ACTIVITY >> Retype the data below exactly; skip every image.

AVAILABLE DATA >>
++++++++
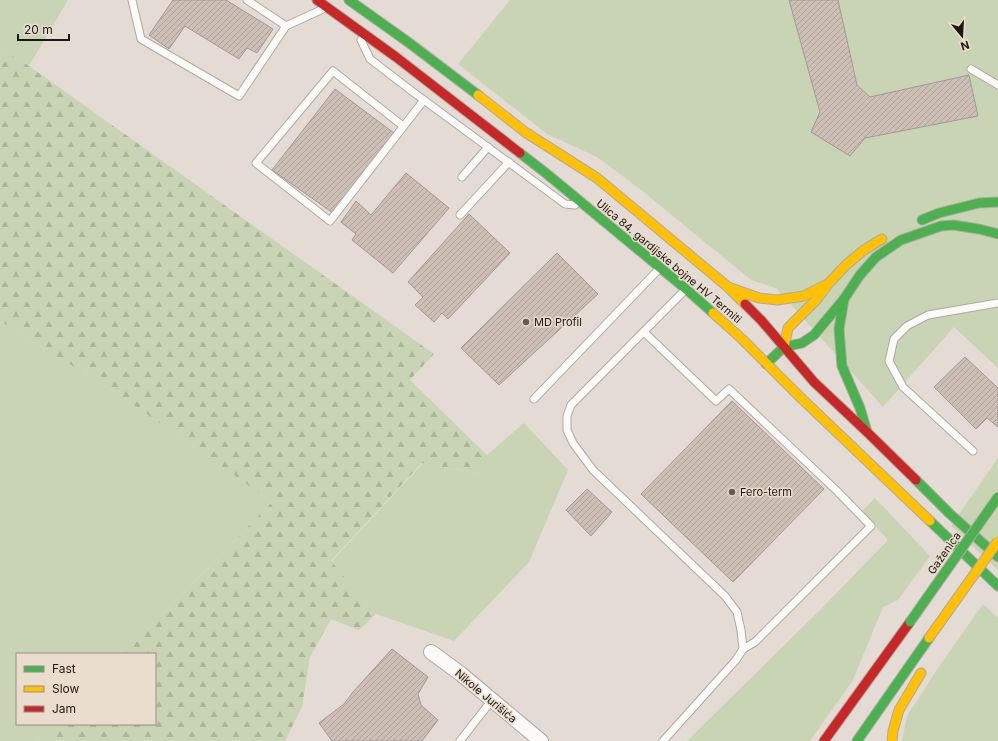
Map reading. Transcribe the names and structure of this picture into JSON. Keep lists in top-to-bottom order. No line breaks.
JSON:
{"streets":{"main road":["Ulica 84. gardijske bojne HV Termiti","Gaženica"],"street":["Nikole Jurišića"]},"places":["MD Profil","Fero-term"],"legend":["Fast","Slow","Jam"],"scale_bar":"20 m","north":"bottom"}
++++++++
OUTPUT FOR THIS TASK >>
Map reading. Transcribe the names and structure of this picture into JSON. Keep lists in top-to-bottom order. No line breaks.
JSON:
{"streets":{"main road":["Ulica 84. gardijske bojne HV Termiti","Gaženica"],"street":["Nikole Jurišića"]},"places":["MD Profil","Fero-term"],"legend":["Fast","Slow","Jam"],"scale_bar":"20 m","north":"bottom"}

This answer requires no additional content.